EXERCISE INSTRUCTIONS | Using the listing below, copy every line that mentions "Harvard".

=== Begin Enclosure ===

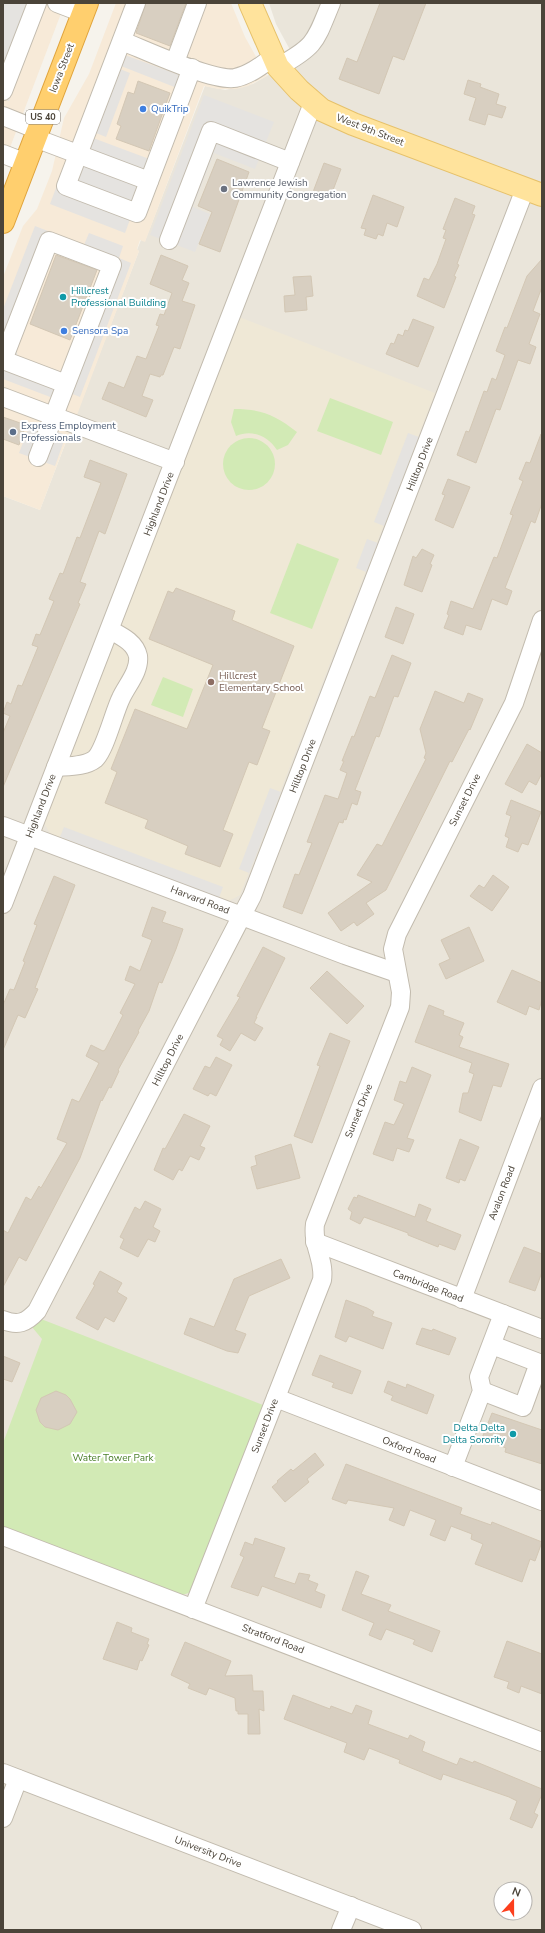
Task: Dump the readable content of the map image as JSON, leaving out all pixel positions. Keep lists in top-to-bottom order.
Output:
{
  "streets": {
    "highway": ["Iowa Street", "US 40"],
    "main road": ["West 9th Street"],
    "street": [
      "Hilltop Drive",
      "Highland Drive",
      "Sunset Drive",
      "Harvard Road",
      "Avalon Road",
      "Cambridge Road",
      "Oxford Road",
      "Stratford Road",
      "University Drive"
    ]
  },
  "crossings": [
    ["West 9th Street", "Hilltop Drive"],
    ["West 9th Street", "Highland Drive"],
    ["Hilltop Drive", "Harvard Road"],
    ["Highland Drive", "Harvard Road"],
    ["Sunset Drive", "Harvard Road"],
    ["Sunset Drive", "Cambridge Road"],
    ["Sunset Drive", "Oxford Road"],
    ["Sunset Drive", "Stratford Road"],
    ["Avalon Road", "Cambridge Road"]
  ],
  "parks": ["Water Tower Park"],
  "places": [
    "QuikTrip",
    "Lawrence Jewish Community Congregation",
    "Hillcrest Professional Building",
    "Sensora Spa",
    "Express Employment Professionals",
    "Hillcrest Elementary School",
    "Delta Delta Delta Sorority"
  ],
  "north": "top"
}
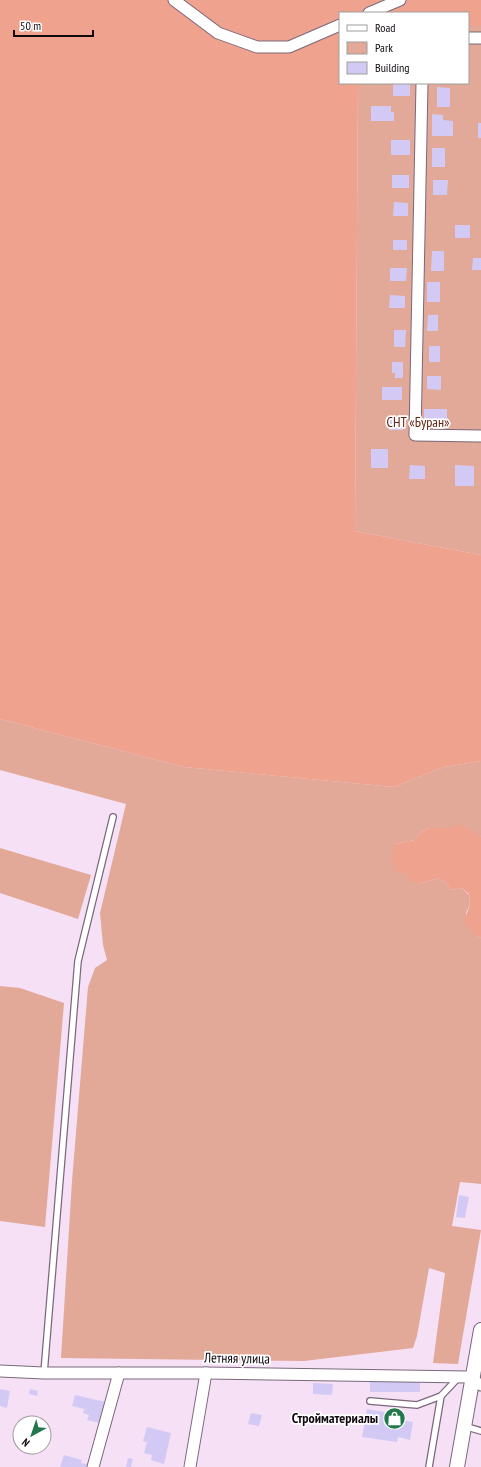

=== End Enclosure ===

ANSWER AREA |
      "Harvard Road",
    ["Hilltop Drive", "Harvard Road"],
    ["Highland Drive", "Harvard Road"],
    ["Sunset Drive", "Harvard Road"],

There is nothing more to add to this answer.